RIFALDIN
ReferênciaAtualizado em 06 de julho de 2026
RIFALDIN é um medicamento de referência da classe rifampicinas, do fabricante SANOFI MEDLEY FARMACÊUTICA LTDA., registro ANVISA 183260374. Preço máximo (PF, CMED, ref. Abril/2026): R$ 15,90.
💊 Informações da bula
Este medicamento é destinado ao tratamento das infecções causadas por microrganismos sensíveis à rifampicina.
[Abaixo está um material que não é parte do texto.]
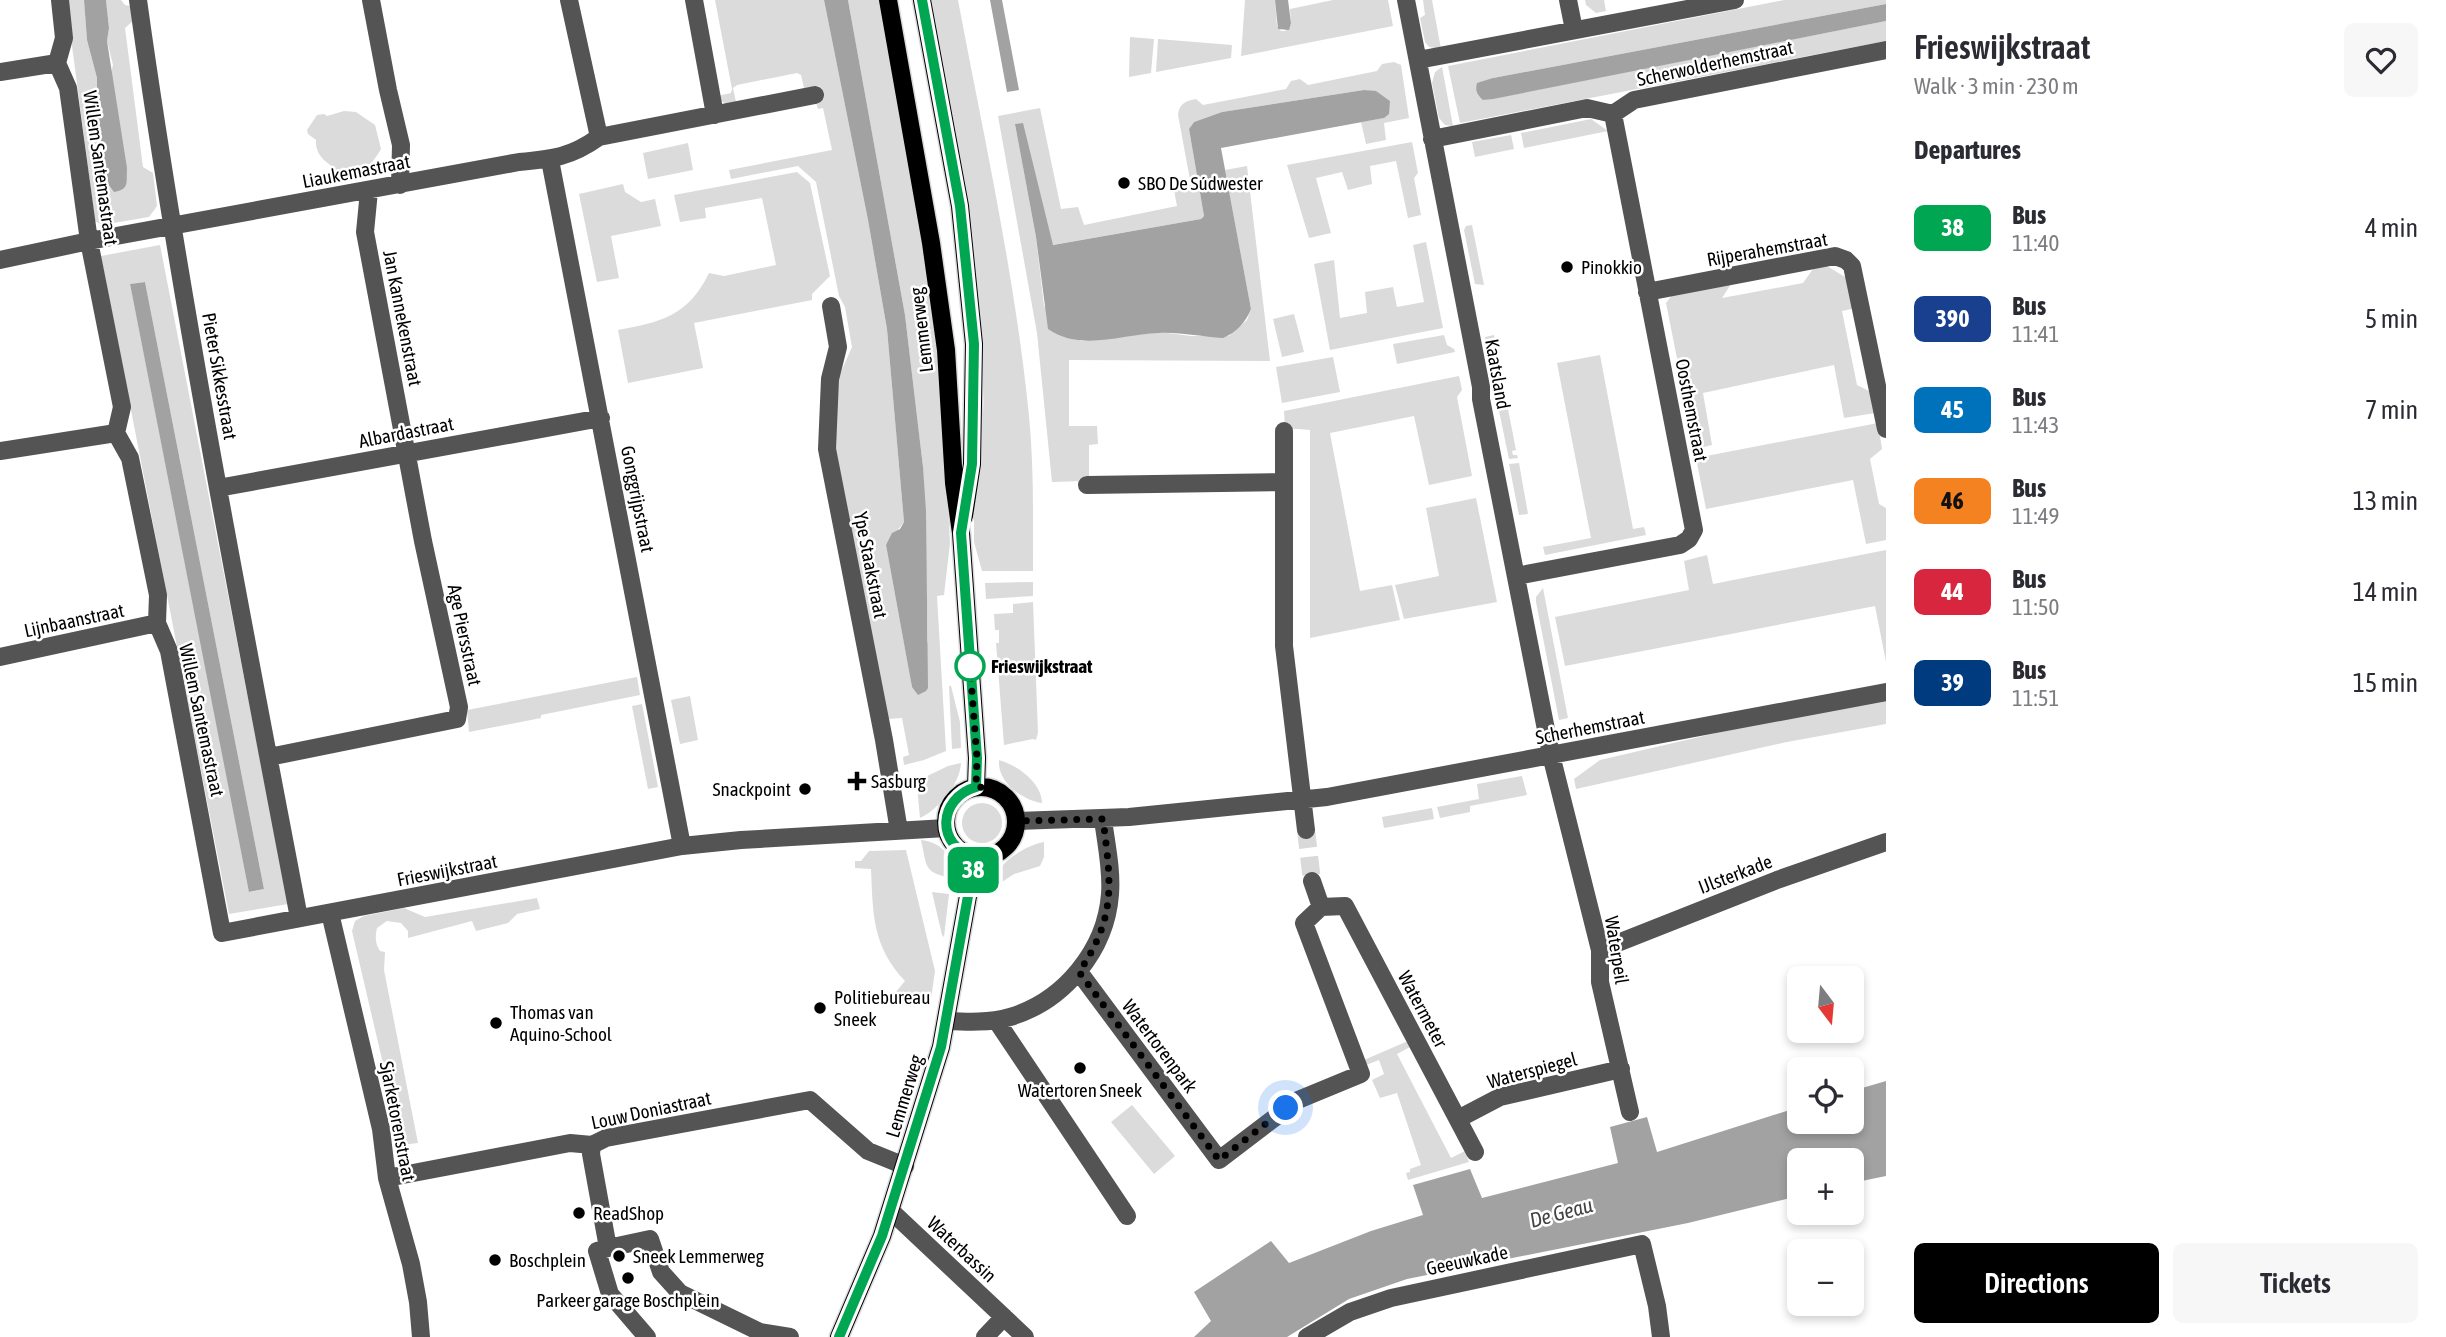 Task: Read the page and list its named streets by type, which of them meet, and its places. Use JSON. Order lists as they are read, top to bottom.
{
  "streets": {
    "main road": ["Lemmerweg"],
    "street": [
      "Scherwolderhemstraat",
      "Willem Santemastraat",
      "Liaukemastraat",
      "Rijperahemstraat",
      "Jan Kannekenstraat",
      "Kaatsland",
      "Pieter Sikkesstraat",
      "Oosthemstraat",
      "Albardastraat",
      "Gonggrijpstraat",
      "Ype Staakstraat",
      "Lijnbaanstraat",
      "Age Piersstraat",
      "Scherhemstraat",
      "Frieswijkstraat",
      "IJlsterkade",
      "Waterpeil",
      "Watermeter",
      "Watertorenpark",
      "Waterspiegel",
      "Louw Doniastraat",
      "Sjarketorenstraat",
      "Waterbassin",
      "Geeuwkade"
    ]
  },
  "crossings": [
    ["Scherwolderhemstraat", "Oosthemstraat"],
    ["Willem Santemastraat", "Liaukemastraat"],
    ["Willem Santemastraat", "Pieter Sikkesstraat"],
    ["Willem Santemastraat", "Lijnbaanstraat"],
    ["Willem Santemastraat", "Frieswijkstraat"],
    ["Willem Santemastraat", "Sjarketorenstraat"],
    ["Liaukemastraat", "Jan Kannekenstraat"],
    ["Liaukemastraat", "Pieter Sikkesstraat"],
    ["Liaukemastraat", "Gonggrijpstraat"],
    ["Rijperahemstraat", "Oosthemstraat"],
    ["Jan Kannekenstraat", "Albardastraat"],
    ["Jan Kannekenstraat", "Age Piersstraat"],
    ["Lemmerweg", "Scherhemstraat"],
    ["Lemmerweg", "Frieswijkstraat"],
    ["Lemmerweg", "Louw Doniastraat"],
    ["Lemmerweg", "Waterbassin"],
    ["Kaatsland", "Oosthemstraat"],
    ["Kaatsland", "Scherhemstraat"],
    ["Kaatsland", "Waterpeil"],
    ["Pieter Sikkesstraat", "Albardastraat"],
    ["Pieter Sikkesstraat", "Age Piersstraat"],
    ["Albardastraat", "Gonggrijpstraat"],
    ["Albardastraat", "Age Piersstraat"],
    ["Gonggrijpstraat", "Frieswijkstraat"],
    ["Ype Staakstraat", "Frieswijkstraat"],
    ["Scherhemstraat", "Frieswijkstraat"],
    ["Scherhemstraat", "Waterpeil"],
    ["Frieswijkstraat", "Sjarketorenstraat"],
    ["IJlsterkade", "Waterpeil"],
    ["Waterpeil", "Waterspiegel"],
    ["Watermeter", "Watertorenpark"],
    ["Watermeter", "Waterspiegel"],
    ["Louw Doniastraat", "Sjarketorenstraat"]
  ],
  "water": ["De Geau"],
  "places": {
    "other": [
      "SBO De Súdwester",
      "Pinokkio",
      "Frieswijkstraat",
      "Snackpoint",
      "Politiebureau Sneek",
      "Thomas van Aquino-School",
      "Watertoren Sneek",
      "ReadShop",
      "Sneek Lemmerweg",
      "Boschplein",
      "Parkeer garage Boschplein"
    ],
    "health": ["Sasburg"]
  },
  "lines": ["bus line 38"],
  "north": "bottom",
  "page": {
    "on_map": "38",
    "heading": [
      ["Frieswijkstraat", "Walk · 3 min · 230 m"],
      "Departures"
    ],
    "list": [
      {
        "mark": "38",
        "name": "Bus",
        "note": "11:40",
        "value": "4 min"
      },
      {
        "mark": "390",
        "name": "Bus",
        "note": "11:41",
        "value": "5 min"
      },
      {
        "mark": "45",
        "name": "Bus",
        "note": "11:43",
        "value": "7 min"
      },
      {
        "mark": "46",
        "name": "Bus",
        "note": "11:49",
        "value": "13 min"
      },
      {
        "mark": "44",
        "name": "Bus",
        "note": "11:50",
        "value": "14 min"
      },
      {
        "mark": "39",
        "name": "Bus",
        "note": "11:51",
        "value": "15 min"
      }
    ],
    "map_buttons": ["+", "−"],
    "buttons": ["Directions", "Tickets"]
  }
}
Cada cápsula contém 300 mg de rifampicina. Excipientes: amido de milho, estearato de magnésio, gelatina1, vermelho de eritrosina dissódica1, dióxido de titânio1 e azul de indigotina1. 1Composição da cápsula.
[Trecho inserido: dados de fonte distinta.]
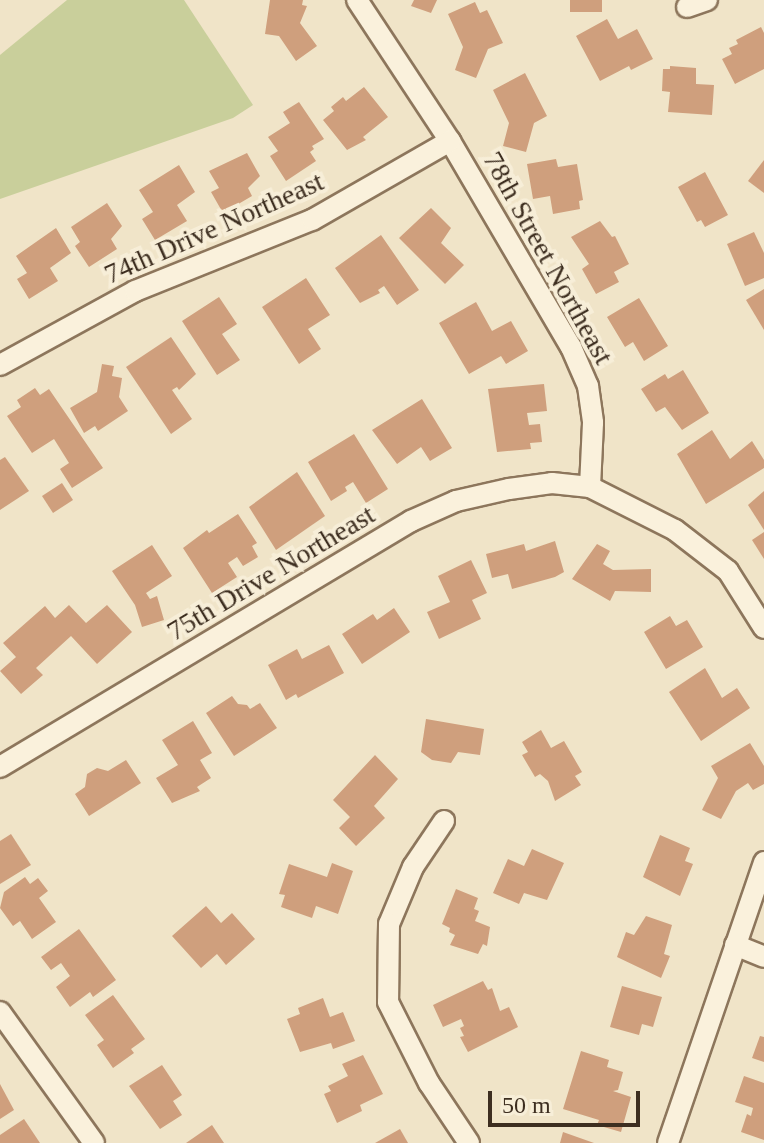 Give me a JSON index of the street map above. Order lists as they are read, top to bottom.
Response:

ESTE MEDICAMENTO? A administração de RIFALDIN deve ser feita preferencialmente em jejum, pelo menos 30 minutos antes ou 2 horas após as refeições. Para assegurar rápida e completa absorção, aconselha-se a administração de RIFALDIN com estômago vazio, longe das refeições. Você deve tomar as cápsulas com líquido, por via oral. Na tuberculose A dosagem diária é de 600 mg para pacientes com 50 kg ou mais e de 450 mg para pacientes com menos de 50 kg, geralmente em uma única administração. Para crianças até 12 anos é de 10 – 15 mg/kg de peso corpóreo (recomenda-se não superar a dose diária de 600 mg). RIFALDIN deve, em geral, ser associado a outros tuberculostáticos. Nas infecções inespecíficas Uso adulto: a dosagem diária sugerida é de 600 mg; nas formas graves esta dosagem pode ser aumentada para 900 a 1200 mg. Nas infecções das vias urinárias, a dosagem diária sugerida é de 900 a 1200 mg. Dosagens maiores devem ser fracionadas em duas administrações. Na blenorragia (doença sexualmente transmissível) é indicada uma única administração diária de 900 mg, que poderá ser repetida, eventualmente, também no 2º e 3º dia. Uso em crianças: a dosagem diária aconselhada é de 20 mg/kg em uma ou duas administrações. Em todos os casos (exceto na blenorragia), continuar o tratamento por mais alguns dias, mesmo após o desaparecimento dos sintomas. Não há estudos dos efeitos de RIFALDIN administrado por vias não recomendadas. Portanto, por segurança e para garantir a eficácia deste medicamento, a administração deve ser somente por via oral, conforme recomendado pelo médico. Siga a orientação de seu médico, respeitando sempre os horários, as doses e a duração do tratamento. Não interrompa o tratamento sem o conhecimento de seu médico. Este medicamento não deve ser partido, aberto ou mastigado.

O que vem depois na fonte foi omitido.